**Records for this task:**
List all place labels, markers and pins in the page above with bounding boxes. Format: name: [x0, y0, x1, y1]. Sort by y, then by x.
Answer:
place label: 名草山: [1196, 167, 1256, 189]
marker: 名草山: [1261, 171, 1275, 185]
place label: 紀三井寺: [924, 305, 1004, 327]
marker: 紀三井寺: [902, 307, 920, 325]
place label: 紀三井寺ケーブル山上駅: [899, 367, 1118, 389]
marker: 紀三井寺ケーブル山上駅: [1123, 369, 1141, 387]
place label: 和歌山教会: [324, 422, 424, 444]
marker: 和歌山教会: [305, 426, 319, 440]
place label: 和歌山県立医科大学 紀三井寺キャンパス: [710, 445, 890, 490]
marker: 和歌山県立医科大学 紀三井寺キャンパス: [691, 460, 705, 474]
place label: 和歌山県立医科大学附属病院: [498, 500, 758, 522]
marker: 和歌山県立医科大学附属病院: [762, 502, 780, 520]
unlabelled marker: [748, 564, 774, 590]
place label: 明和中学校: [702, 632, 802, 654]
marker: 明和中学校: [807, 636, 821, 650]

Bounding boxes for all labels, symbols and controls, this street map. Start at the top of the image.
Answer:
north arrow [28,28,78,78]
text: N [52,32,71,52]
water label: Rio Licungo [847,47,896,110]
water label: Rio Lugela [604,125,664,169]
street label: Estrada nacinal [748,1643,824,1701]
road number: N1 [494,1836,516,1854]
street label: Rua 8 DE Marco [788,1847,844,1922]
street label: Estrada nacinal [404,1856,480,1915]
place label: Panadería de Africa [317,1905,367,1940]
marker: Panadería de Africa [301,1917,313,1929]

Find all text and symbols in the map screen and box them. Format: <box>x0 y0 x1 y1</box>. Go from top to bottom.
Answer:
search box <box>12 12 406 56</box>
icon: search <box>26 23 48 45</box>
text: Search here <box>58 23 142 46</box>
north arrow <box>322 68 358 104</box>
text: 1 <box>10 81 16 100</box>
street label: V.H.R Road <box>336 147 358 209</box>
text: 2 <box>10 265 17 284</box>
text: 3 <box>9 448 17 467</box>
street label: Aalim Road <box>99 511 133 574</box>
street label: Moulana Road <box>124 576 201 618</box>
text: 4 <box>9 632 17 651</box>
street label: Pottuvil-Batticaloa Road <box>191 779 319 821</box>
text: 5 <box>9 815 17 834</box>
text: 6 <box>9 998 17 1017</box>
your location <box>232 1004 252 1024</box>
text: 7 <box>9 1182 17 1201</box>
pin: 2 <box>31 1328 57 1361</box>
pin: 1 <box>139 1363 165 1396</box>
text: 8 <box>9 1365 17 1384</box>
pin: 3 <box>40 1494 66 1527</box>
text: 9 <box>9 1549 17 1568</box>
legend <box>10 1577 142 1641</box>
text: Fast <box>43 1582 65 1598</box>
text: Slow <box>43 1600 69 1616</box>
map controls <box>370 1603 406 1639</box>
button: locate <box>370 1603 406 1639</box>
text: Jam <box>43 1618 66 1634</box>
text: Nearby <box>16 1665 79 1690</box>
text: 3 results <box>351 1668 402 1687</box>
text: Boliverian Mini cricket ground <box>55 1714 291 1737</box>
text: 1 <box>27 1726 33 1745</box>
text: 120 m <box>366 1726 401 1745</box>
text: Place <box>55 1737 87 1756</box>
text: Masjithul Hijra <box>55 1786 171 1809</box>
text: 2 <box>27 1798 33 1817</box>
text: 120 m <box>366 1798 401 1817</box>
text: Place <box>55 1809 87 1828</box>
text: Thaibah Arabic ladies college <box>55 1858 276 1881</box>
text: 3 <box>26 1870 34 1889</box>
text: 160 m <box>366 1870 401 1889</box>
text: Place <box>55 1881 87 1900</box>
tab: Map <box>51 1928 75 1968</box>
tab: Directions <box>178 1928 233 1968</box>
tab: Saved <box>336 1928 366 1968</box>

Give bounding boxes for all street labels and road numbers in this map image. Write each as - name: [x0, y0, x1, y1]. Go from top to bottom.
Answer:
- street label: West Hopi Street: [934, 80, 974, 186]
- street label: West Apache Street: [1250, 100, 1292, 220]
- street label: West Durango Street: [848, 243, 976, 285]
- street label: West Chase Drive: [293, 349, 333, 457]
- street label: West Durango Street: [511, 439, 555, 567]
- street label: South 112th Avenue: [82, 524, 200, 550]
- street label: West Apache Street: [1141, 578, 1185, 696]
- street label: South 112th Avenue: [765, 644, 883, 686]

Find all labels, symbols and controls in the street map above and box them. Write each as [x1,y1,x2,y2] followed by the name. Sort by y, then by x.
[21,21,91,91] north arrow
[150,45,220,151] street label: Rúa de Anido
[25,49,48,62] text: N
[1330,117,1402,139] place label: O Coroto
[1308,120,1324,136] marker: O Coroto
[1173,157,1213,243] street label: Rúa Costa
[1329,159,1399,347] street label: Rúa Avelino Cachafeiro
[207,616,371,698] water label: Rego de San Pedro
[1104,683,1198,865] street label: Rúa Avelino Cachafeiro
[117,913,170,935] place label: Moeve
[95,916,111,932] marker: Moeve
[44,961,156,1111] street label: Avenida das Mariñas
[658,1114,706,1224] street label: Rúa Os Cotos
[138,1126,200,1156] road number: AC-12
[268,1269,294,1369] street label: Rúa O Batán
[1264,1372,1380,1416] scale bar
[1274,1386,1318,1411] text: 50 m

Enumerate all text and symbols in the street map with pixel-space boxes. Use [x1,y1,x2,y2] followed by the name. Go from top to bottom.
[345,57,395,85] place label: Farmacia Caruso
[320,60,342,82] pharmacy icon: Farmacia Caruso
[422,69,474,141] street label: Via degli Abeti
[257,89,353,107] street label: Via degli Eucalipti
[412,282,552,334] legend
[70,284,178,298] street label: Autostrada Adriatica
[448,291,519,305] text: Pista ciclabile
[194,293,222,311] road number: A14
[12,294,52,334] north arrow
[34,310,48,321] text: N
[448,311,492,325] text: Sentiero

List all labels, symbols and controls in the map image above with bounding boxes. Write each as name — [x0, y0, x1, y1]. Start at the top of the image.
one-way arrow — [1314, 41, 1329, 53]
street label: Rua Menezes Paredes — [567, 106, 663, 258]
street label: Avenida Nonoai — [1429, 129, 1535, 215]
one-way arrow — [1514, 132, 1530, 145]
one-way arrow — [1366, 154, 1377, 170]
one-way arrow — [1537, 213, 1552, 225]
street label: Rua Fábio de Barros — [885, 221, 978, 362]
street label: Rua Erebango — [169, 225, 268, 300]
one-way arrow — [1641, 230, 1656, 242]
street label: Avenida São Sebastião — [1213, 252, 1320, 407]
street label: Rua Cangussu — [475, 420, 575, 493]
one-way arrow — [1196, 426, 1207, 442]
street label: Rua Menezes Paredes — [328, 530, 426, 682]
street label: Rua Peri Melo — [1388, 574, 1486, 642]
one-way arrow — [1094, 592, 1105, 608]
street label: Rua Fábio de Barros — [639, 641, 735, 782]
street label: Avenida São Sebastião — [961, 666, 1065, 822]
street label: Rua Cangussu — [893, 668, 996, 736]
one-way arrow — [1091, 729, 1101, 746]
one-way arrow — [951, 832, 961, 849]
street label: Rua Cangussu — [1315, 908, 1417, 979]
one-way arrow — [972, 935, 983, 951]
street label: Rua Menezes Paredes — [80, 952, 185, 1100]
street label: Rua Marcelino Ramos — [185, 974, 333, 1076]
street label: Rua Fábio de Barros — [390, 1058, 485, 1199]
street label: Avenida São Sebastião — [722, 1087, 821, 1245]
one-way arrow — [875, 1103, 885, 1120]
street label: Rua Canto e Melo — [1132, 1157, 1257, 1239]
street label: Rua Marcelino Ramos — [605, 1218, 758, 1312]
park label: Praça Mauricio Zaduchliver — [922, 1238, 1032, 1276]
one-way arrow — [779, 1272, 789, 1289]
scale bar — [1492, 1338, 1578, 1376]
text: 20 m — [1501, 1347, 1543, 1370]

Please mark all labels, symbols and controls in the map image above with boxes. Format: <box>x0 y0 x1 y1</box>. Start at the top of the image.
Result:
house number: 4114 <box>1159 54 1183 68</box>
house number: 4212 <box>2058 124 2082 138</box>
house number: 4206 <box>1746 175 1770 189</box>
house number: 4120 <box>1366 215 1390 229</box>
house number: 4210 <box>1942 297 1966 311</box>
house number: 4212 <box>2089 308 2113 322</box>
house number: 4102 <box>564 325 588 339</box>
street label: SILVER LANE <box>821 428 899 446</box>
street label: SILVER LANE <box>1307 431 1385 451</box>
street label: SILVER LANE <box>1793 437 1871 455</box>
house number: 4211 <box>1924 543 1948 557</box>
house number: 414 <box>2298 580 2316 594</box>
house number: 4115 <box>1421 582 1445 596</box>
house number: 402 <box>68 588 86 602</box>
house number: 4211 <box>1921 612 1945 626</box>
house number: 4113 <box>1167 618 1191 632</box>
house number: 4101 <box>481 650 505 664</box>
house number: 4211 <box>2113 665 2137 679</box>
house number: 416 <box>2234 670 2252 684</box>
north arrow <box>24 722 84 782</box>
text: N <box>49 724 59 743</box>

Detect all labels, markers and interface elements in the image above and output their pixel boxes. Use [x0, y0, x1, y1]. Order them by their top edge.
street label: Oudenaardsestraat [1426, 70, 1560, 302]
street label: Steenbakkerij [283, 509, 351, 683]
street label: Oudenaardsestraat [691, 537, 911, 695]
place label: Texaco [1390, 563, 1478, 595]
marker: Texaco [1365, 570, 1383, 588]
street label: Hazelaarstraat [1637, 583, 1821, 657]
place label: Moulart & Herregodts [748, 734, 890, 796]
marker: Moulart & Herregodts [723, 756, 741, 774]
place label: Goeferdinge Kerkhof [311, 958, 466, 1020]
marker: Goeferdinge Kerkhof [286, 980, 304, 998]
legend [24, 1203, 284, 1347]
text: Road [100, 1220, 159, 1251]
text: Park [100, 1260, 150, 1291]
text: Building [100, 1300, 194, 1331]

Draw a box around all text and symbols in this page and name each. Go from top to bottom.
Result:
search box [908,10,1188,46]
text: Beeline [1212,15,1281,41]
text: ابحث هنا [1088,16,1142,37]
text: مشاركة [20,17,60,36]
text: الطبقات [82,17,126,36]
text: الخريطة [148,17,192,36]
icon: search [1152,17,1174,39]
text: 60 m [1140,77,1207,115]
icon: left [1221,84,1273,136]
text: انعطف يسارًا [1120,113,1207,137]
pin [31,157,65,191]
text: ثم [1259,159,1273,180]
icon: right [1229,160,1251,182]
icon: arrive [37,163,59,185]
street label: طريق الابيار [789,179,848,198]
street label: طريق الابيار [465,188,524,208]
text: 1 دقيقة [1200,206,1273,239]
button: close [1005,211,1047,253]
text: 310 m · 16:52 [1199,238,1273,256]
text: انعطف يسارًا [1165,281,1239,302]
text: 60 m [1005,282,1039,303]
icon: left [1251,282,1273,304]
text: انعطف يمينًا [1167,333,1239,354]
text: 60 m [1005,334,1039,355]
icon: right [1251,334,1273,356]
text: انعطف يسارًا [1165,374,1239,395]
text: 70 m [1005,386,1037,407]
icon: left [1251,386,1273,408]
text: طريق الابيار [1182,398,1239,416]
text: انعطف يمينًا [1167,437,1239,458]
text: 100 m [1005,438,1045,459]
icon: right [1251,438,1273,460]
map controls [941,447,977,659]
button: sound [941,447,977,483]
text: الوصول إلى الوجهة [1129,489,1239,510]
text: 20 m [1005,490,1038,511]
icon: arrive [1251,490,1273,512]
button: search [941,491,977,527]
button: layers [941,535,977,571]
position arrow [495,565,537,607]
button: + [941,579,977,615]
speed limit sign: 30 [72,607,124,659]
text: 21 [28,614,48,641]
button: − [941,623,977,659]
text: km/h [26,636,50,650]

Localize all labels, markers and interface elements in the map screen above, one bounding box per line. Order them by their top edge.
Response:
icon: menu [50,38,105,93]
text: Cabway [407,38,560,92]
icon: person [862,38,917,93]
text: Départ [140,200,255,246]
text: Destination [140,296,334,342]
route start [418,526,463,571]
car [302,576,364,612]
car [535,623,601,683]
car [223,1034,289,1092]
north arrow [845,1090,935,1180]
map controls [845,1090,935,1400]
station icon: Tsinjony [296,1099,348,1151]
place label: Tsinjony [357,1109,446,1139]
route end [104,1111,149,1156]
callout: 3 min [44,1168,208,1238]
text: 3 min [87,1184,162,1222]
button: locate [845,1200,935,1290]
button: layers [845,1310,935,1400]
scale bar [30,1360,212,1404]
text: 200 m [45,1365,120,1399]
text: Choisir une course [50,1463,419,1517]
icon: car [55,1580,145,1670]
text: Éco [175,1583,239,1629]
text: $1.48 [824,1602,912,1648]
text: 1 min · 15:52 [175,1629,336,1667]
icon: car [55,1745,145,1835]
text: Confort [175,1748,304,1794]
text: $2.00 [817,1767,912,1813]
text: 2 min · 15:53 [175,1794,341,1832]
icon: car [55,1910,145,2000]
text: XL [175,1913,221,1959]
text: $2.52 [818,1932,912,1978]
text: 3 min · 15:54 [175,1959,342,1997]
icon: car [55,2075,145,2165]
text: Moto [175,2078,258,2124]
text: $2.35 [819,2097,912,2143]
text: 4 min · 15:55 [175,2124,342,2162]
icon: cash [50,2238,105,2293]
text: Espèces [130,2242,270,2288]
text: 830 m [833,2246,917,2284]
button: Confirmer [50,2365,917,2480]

**Aim of the task:** Filter the records for lines holding the string "和歌山県立医科大学附属病院". Copy each one.

**Reply:**
place label: 和歌山県立医科大学附属病院: [498, 500, 758, 522]
marker: 和歌山県立医科大学附属病院: [762, 502, 780, 520]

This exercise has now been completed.